What to produce:
Every record should be copied exactly, except that pictures are to be omitted.

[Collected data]
§ §
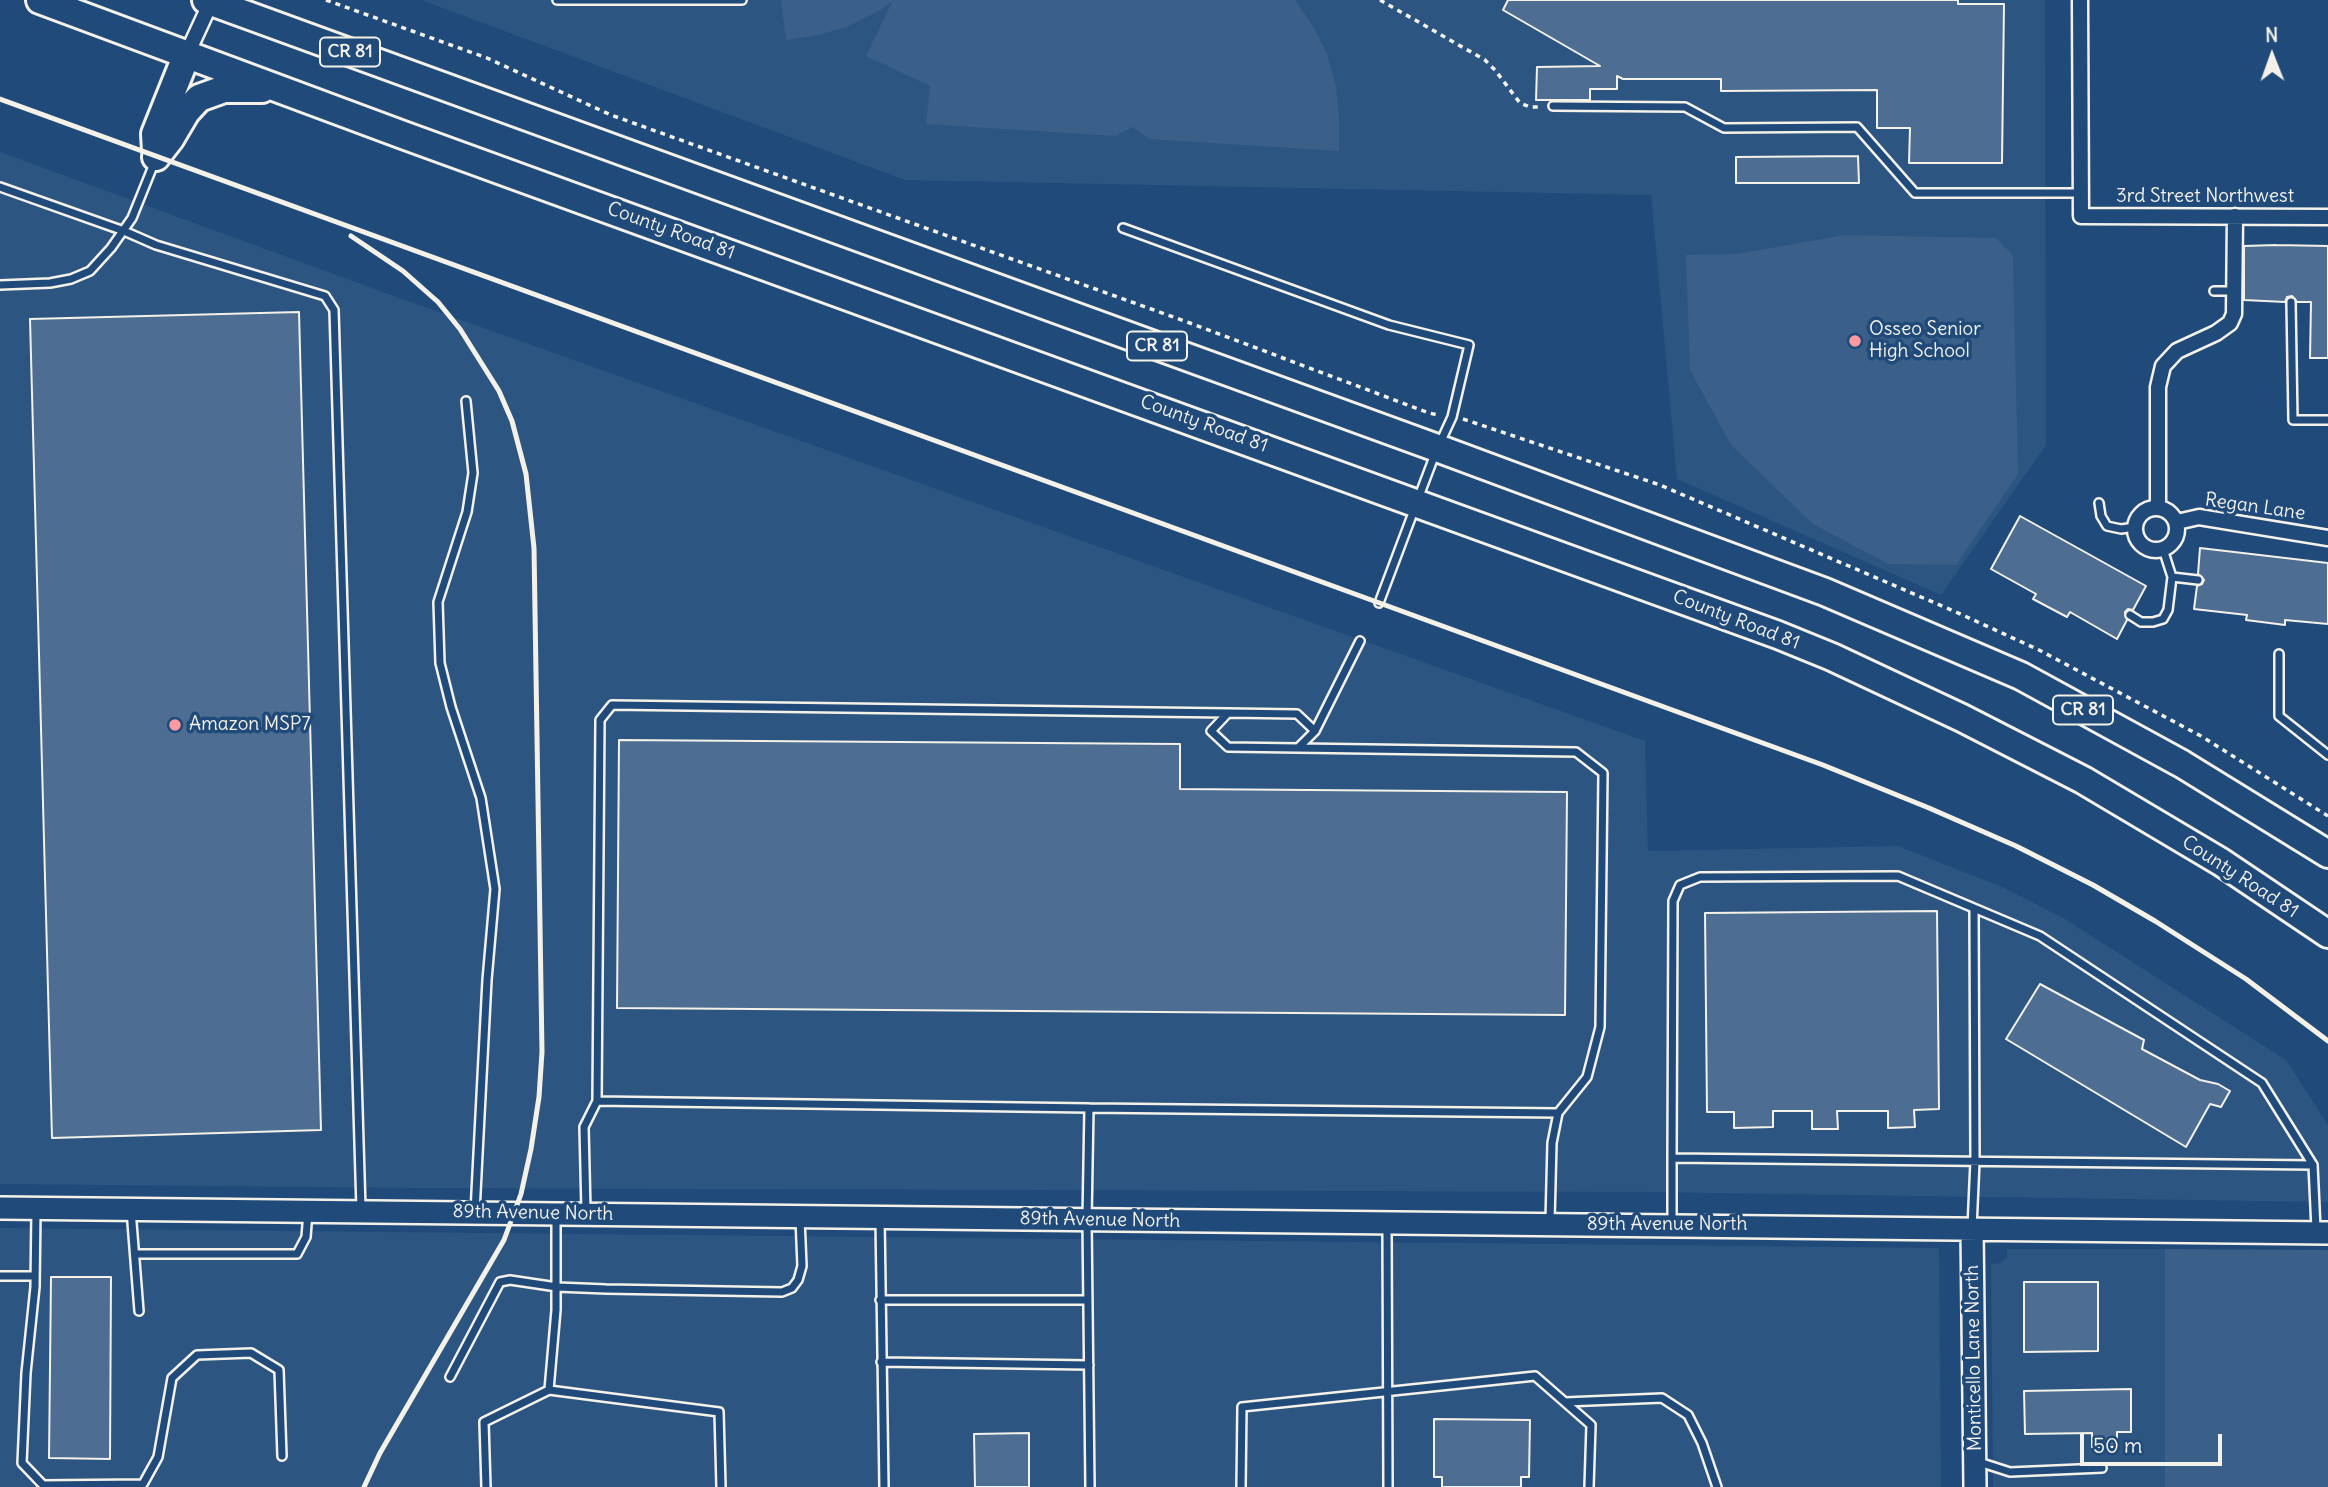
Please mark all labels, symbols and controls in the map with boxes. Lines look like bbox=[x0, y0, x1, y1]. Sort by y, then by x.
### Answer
north arrow bbox=[2237, 21, 2307, 91]
text: N bbox=[2265, 23, 2278, 47]
road number: CR 81 bbox=[320, 38, 380, 66]
street label: 3rd Street Northwest bbox=[2116, 186, 2294, 208]
street label: County Road 81 bbox=[604, 197, 738, 265]
place label: Osseo Senior High School bbox=[1869, 319, 1981, 363]
road number: CR 81 bbox=[1127, 332, 1187, 360]
marker: Osseo Senior High School bbox=[1847, 333, 1863, 349]
street label: County Road 81 bbox=[1137, 390, 1271, 458]
street label: Regan Lane bbox=[2203, 489, 2307, 525]
street label: County Road 81 bbox=[1669, 585, 1803, 655]
road number: CR 81 bbox=[2053, 696, 2113, 724]
place label: Amazon MSP7 bbox=[189, 714, 311, 736]
marker: Amazon MSP7 bbox=[167, 717, 183, 733]
street label: County Road 81 bbox=[2178, 831, 2302, 923]
street label: 89th Avenue North bbox=[452, 1200, 614, 1226]
street label: 89th Avenue North bbox=[1019, 1207, 1181, 1233]
street label: 89th Avenue North bbox=[1587, 1214, 1747, 1236]
street label: Monticello Lane North bbox=[1961, 1265, 1987, 1451]
scale bar bbox=[2083, 1420, 2225, 1464]
text: 50 m bbox=[2093, 1432, 2142, 1459]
§ §
Response area:
Please mark all labels, symbols and controls in the map with boxes. Lines look like bbox=[x0, y0, x1, y1]. Sort by y, then by x.
### Answer
north arrow bbox=[2237, 21, 2307, 91]
text: N bbox=[2265, 23, 2278, 47]
road number: CR 81 bbox=[320, 38, 380, 66]
street label: 3rd Street Northwest bbox=[2116, 186, 2294, 208]
street label: County Road 81 bbox=[604, 197, 738, 265]
place label: Osseo Senior High School bbox=[1869, 319, 1981, 363]
road number: CR 81 bbox=[1127, 332, 1187, 360]
marker: Osseo Senior High School bbox=[1847, 333, 1863, 349]
street label: County Road 81 bbox=[1137, 390, 1271, 458]
street label: Regan Lane bbox=[2203, 489, 2307, 525]
street label: County Road 81 bbox=[1669, 585, 1803, 655]
road number: CR 81 bbox=[2053, 696, 2113, 724]
place label: Amazon MSP7 bbox=[189, 714, 311, 736]
marker: Amazon MSP7 bbox=[167, 717, 183, 733]
street label: County Road 81 bbox=[2178, 831, 2302, 923]
street label: 89th Avenue North bbox=[452, 1200, 614, 1226]
street label: 89th Avenue North bbox=[1019, 1207, 1181, 1233]
street label: 89th Avenue North bbox=[1587, 1214, 1747, 1236]
street label: Monticello Lane North bbox=[1961, 1265, 1987, 1451]
scale bar bbox=[2083, 1420, 2225, 1464]
text: 50 m bbox=[2093, 1432, 2142, 1459]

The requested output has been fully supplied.